Two regular readers wrote asking for more details on using radio scatter to "listen" to meteor tracks - something I do when it is too cloudy or light polluted to watch a meteor shower.
Radio waves travel in straight lines - the reason why we sometimes have communications that are not line of sight is mostly due to reflection. This is really important for long range radio communication. It turns out there are ionization layers from about fifty to a few hundred miles above the Earth. There is a very small amount of atmosphere at those altitudes and UV and higher energy radiation from the Sun is enough to knock off an electron or two from these molecules. The negative electrons want to reattach to a positively changed atom, but the distance between the two is now so great that it can take quite awhile. The net result, when there is a lot of energy being dumped into the layer - is that a plasma forms. This makes a nifty mirror.
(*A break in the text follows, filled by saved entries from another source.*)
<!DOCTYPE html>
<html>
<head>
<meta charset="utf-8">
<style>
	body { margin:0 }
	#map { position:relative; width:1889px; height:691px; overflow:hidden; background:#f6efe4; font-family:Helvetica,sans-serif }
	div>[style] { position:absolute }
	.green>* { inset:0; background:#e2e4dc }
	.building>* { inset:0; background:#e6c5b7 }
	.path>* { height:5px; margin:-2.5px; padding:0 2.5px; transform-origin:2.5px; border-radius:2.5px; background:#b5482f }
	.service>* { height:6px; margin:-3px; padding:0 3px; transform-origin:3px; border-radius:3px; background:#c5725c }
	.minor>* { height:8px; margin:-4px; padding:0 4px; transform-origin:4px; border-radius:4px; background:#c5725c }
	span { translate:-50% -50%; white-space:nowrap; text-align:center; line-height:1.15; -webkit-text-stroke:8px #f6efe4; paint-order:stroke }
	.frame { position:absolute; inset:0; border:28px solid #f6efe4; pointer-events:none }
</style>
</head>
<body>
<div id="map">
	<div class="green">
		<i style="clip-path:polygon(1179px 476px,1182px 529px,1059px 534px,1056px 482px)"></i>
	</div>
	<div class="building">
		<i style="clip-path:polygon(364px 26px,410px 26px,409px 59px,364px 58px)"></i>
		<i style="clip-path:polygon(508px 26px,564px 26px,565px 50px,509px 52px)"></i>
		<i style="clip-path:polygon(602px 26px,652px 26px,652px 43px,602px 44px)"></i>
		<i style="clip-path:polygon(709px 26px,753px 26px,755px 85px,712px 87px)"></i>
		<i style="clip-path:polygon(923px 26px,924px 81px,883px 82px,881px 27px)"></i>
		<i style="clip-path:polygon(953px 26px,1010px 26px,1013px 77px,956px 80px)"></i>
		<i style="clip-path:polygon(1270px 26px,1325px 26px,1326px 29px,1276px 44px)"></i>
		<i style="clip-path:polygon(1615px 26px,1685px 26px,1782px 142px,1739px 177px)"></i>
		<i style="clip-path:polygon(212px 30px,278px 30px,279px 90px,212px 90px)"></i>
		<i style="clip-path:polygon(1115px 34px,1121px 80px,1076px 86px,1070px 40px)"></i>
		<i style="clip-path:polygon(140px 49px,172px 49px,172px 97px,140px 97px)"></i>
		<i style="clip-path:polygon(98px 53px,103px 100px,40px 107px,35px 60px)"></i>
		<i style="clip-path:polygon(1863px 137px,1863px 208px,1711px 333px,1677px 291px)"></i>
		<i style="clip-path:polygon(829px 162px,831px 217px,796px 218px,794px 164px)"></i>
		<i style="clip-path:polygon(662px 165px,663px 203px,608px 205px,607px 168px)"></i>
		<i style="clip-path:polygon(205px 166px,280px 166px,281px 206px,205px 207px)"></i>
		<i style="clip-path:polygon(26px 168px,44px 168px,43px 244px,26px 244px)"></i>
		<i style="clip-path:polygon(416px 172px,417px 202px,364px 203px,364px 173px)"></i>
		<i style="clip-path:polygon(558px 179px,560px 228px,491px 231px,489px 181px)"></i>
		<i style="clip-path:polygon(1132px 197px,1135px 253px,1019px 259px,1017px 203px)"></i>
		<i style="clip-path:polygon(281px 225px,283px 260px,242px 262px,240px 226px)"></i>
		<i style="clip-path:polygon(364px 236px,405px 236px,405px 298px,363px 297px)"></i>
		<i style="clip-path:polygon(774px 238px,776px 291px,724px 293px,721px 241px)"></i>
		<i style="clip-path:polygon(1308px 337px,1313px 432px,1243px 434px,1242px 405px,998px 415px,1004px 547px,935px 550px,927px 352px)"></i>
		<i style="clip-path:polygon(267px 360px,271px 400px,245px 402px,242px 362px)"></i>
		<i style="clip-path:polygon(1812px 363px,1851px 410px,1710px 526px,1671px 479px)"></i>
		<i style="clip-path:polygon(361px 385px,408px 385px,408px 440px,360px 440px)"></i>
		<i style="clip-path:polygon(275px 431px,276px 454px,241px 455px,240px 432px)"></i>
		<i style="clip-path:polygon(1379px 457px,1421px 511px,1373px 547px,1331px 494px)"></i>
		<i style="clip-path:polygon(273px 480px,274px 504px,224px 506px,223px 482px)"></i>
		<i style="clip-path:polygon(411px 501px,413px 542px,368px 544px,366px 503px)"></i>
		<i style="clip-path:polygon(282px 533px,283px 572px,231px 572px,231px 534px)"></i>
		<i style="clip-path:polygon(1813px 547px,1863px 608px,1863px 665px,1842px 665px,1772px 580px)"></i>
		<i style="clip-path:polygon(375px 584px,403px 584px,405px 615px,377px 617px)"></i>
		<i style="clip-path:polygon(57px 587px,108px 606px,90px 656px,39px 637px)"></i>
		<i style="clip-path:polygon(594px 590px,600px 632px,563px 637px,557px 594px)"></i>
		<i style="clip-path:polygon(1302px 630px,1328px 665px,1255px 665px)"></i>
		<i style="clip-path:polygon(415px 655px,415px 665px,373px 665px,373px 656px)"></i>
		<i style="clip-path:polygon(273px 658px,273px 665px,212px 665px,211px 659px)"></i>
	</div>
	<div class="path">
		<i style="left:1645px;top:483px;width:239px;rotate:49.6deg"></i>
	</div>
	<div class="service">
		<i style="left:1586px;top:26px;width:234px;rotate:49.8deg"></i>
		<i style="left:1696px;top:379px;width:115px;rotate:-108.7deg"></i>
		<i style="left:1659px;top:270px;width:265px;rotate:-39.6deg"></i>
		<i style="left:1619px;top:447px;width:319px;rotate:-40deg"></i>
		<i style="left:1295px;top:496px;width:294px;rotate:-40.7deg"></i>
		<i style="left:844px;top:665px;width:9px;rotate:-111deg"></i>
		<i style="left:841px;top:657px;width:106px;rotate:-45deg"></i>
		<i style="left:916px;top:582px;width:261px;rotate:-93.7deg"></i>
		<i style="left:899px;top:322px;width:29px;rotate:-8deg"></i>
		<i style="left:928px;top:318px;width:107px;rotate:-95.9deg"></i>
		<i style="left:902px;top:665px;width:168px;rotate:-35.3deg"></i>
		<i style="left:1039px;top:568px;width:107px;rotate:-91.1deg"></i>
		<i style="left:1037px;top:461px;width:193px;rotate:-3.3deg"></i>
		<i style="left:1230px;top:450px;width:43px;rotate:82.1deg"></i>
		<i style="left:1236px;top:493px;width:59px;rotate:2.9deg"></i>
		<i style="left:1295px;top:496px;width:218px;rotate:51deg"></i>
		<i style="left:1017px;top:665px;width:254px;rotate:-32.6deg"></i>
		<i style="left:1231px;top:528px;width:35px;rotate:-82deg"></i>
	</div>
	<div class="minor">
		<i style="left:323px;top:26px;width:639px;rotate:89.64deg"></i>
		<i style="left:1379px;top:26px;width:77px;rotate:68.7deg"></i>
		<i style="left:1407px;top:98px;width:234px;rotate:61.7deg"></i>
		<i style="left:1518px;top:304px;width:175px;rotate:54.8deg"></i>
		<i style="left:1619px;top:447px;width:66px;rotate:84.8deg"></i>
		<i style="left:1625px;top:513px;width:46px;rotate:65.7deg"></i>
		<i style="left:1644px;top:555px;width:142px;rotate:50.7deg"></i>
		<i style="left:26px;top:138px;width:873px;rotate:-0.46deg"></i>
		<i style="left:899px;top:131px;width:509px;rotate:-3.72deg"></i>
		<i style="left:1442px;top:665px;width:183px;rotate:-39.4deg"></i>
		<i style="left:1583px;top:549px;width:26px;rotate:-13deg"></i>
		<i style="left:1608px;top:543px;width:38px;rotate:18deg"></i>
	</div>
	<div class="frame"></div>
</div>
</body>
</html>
A lot of physics is involved and depending on the nature of the gases available, their density and how they are energized, the reflection and absorption properties of these layers strongly depends on the wavelength of a radio signal that is pointed at them. Longer wavelengths - AM and shortwave radio - tend to have strong and useful effects. You probably have noticed that you can listen to an AM radio station well over the horizon - even thousands of miles away - when the Sun goes down. Shortwave radio DX - the practice of "working" distant sites - uses this in what can be a very sophisticated way.
In the 20s when Bell Labs was doing very careful radio propagation measurements, it was noticed bursts of distant signals sometimes appeared during meteor showers. It turns out that a meteor dumps a lot of energy into the atmosphere that slows it down. The closing speed of the average Perseid meteor is about 37 miles per second and they last about a second - so almost all of their energy is dissipated in a very small cylinder of atmosphere about 40 miles long and 80 to 100 miles up.
Electrons from this gas are stripped and it takes seconds for them to recombine. For certain radio frequencies this makes a nifty reflector. If the reflector is between me and a radio station (30 to 50 MHz is nearly ideal it turns out, but FM radio -- about 100 MHz - isn't bad either) that is over the horizon it is possible for me to me to receive it for a few seconds.
The government (military and scientific projects) and even a company or two use the statistical likelihood of small meteors being around to reflect communications to operate low data rate networks. This is a really cheap way to get a signal over the horizon and not use a satellite or ground based network. Generally you keep sending a short amount of information over and over - eventually it is heard and recorded at a base station which sends an acknowledgement - when you receive that you can start all over again. (there are more energy efficient burst detection protocols, but the idea is similar)
I've been fascinated with very low data rate communications for a long time and this makes sense for some people. One project that has been rolling along for about 40 years is SNOTEL, which gives daily (and better) snow and precipitation information for the Western US and Alaska. It would have been far too expensive to rely on satellites or conventional ground based networks. Really nifty!